We study material properties in functional materials and devices using various imaging techniques combined with machine learning algorithms. In particular, we study material properties in the applications of information and energy technologies by advanced atomic force microscopy (AFM, 원자힘현미경) techniques combined with machine learning algorithms.
Machine learning algorithms for data acquisition using automated and autonomous experiments
Machine learning algorithms for understanding material properties and designing new materials
(Left) Singular value decomposition and k-means clustering allow identifying each local microstructure of carbon steel. (Right) Further, the application of clustering to the 4D I-V data-set allows visualizing distribution of nanoscale components in fuel cells.
Machine learning algorithms for achieveing high sensitivity(low noise), high speed, and high resolution data acquisition (e.g. image and spectroscopy data)
The improvement of detection sensitivity of piezoresponse force microscopy, which is one of AFM modes, was demonstrated by combination of band exciation and various machine learning algorithms including deep neural network.
Local evaluation of ferroelectricity and electrochemistry in oxides (e.g. HfO2, BaTiO3) and metals (e.g. steel, Al, Cu)

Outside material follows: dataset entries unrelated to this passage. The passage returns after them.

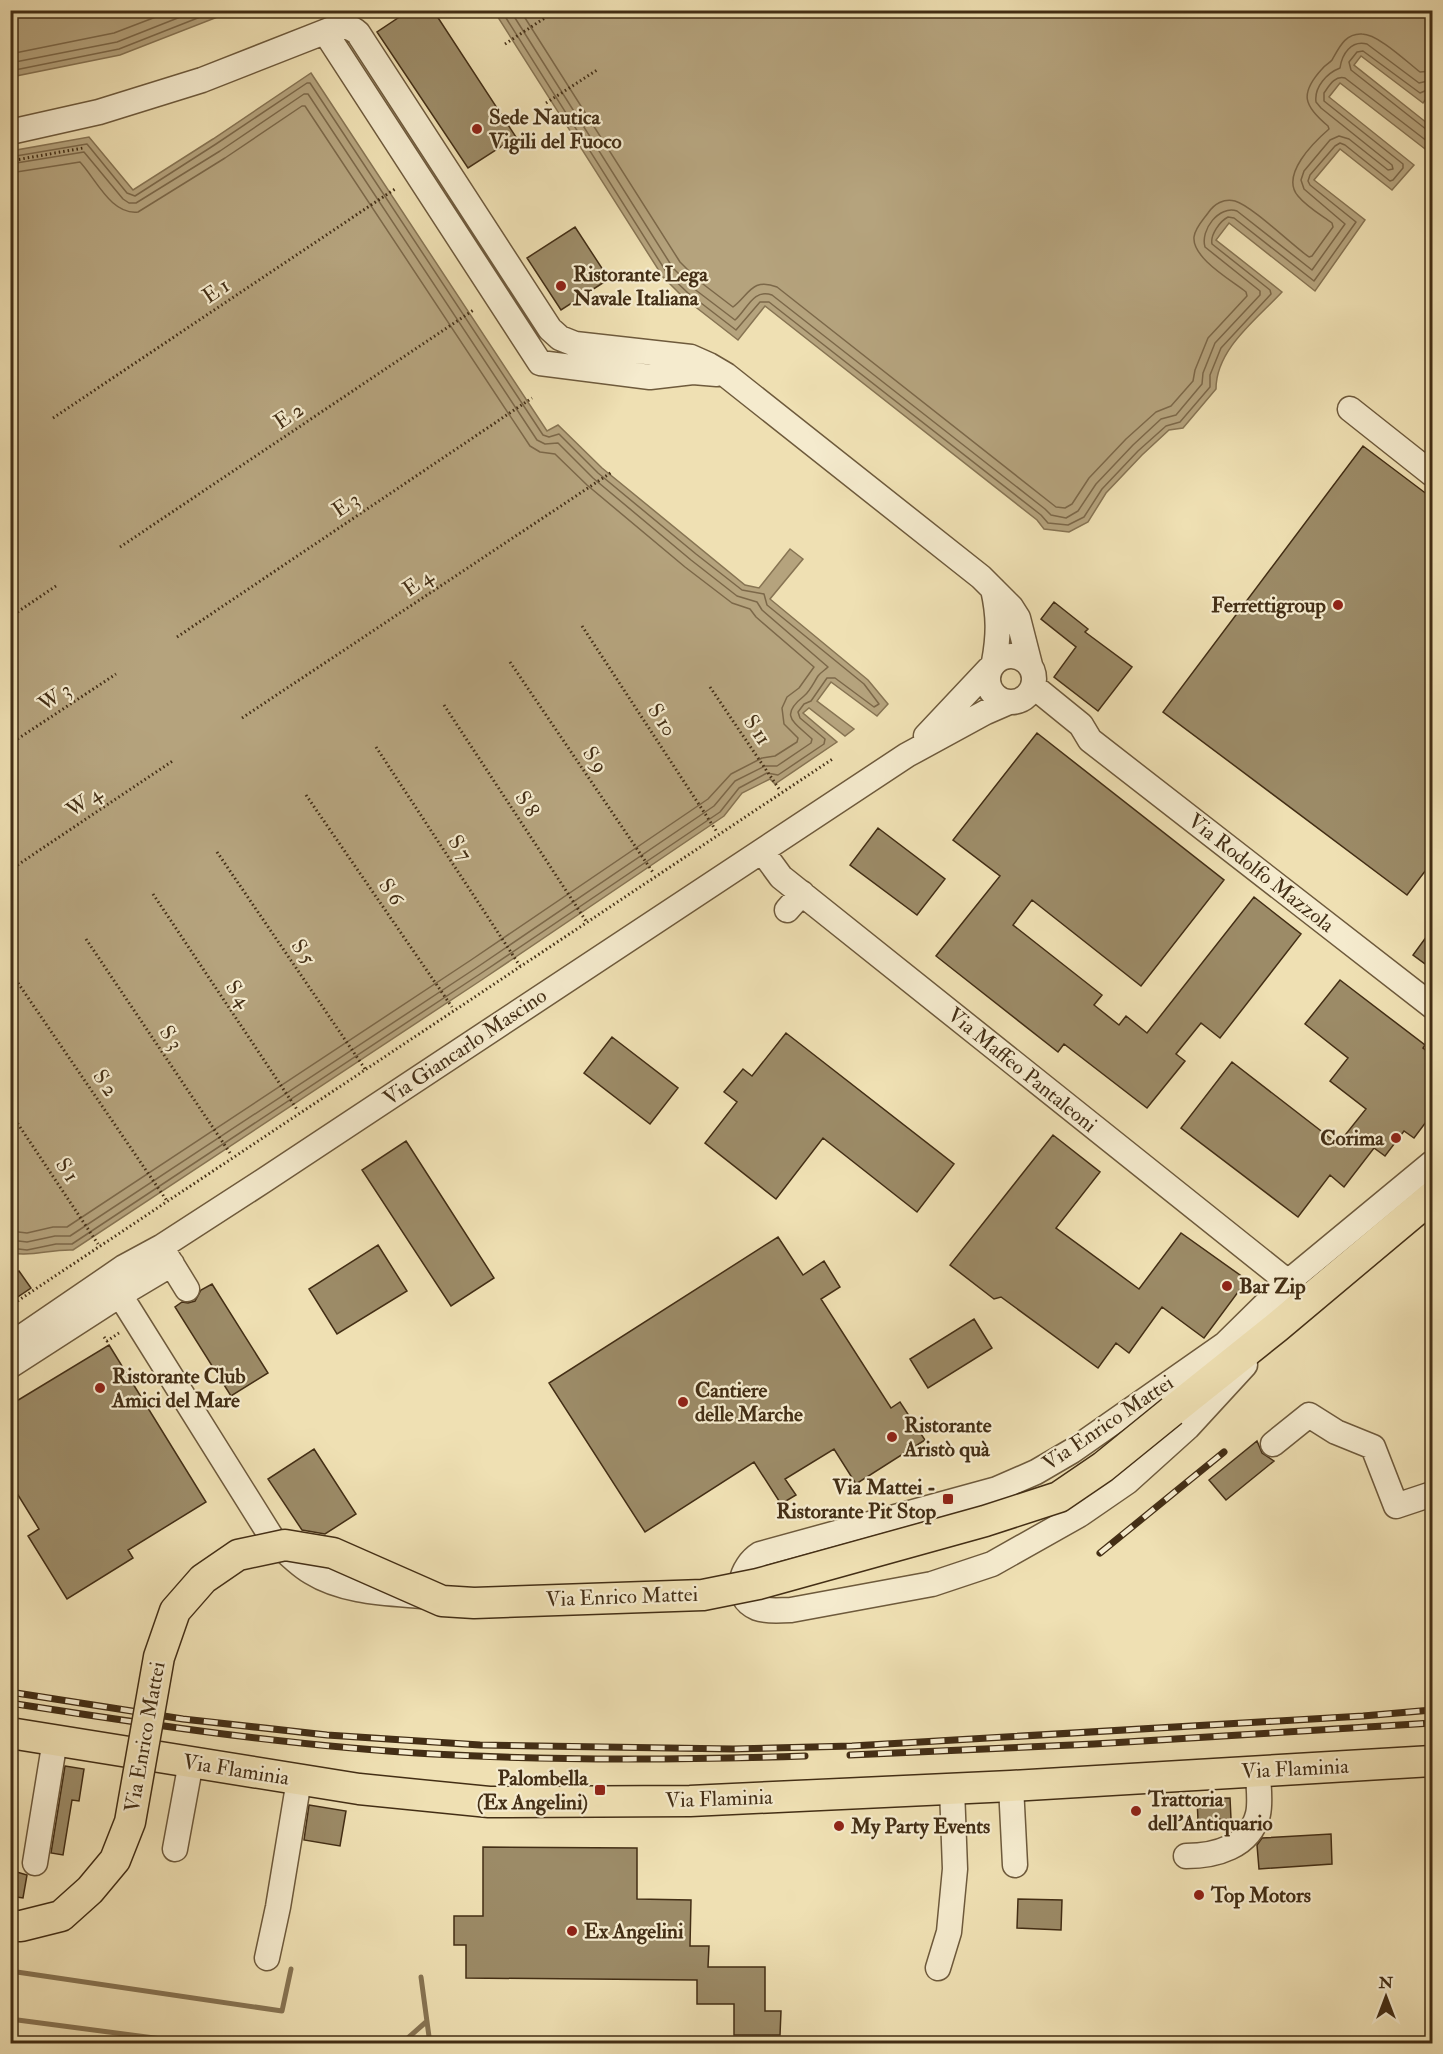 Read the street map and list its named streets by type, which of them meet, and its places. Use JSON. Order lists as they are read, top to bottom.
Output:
{
  "streets": {
    "main road": ["Via Enrico Mattei", "Via Flaminia"],
    "street": ["Via Rodolfo Mazzola", "Via Giancarlo Mascino", "Via Maffeo Pantaleoni"],
    "path": [
      "E 1",
      "E 2",
      "E 3",
      "E 4",
      "W 3",
      "S 10",
      "S 11",
      "S 9",
      "W 4",
      "S 8",
      "S 7",
      "S 6",
      "S 5",
      "S 4",
      "S 3",
      "S 2",
      "S 1"
    ]
  },
  "crossings": [
    ["Via Rodolfo Mazzola", "Via Giancarlo Mascino"],
    ["Via Giancarlo Mascino", "Via Maffeo Pantaleoni"],
    ["Via Maffeo Pantaleoni", "Via Enrico Mattei"]
  ],
  "places": {
    "other": [
      "Sede Nautica Vigili del Fuoco",
      "Ristorante Lega Navale Italiana",
      "Ferrettigroup",
      "Corima",
      "Bar Zip",
      "Ristorante Club Amici del Mare",
      "Cantiere delle Marche",
      "Ristorante Aristò quà",
      "Trattoria dell'Antiquario",
      "My Party Events",
      "Top Motors",
      "Ex Angelini"
    ],
    "transit": ["Via Mattei - Ristorante Pit Stop", "Palombella (Ex Angelini)"]
  },
  "north": "top"
}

We explore local ferroelectricity in various materials systems (e.g. HfO2 and BaTiO3) for multiple applications (e.g. negative cap, FET, and MLCC). Furhter, we explore local electrochemistry in oxide and metal surfaces (e.g. steel, Al, hydrogen storage materials, TiO2, Li ion-based materials) for multiple applications (e.g. fuel cells, corroson, memories). To explore local ferroelectricity and electrochemistry, we apply machine learning algorithms to the AFM data-set combined with the advanced AFM techniques.
Synthesis of oxide materials
We synthesize various oxide materials (e.g. HfO2, BaTiO3, and TiO2) using different kinds of synthesis methods (e.g. atomic layer deposition (ALD), spin coarter, sputter, and powder process).
Applications
We also study vaiours materials such as piezoelectrics and ferroelectrics for sensors, memories and capacitors by analyzing piezoelectric, ferroelectric and capacitive properites and analyze image and spectroscopy based on the machine learning algorithms.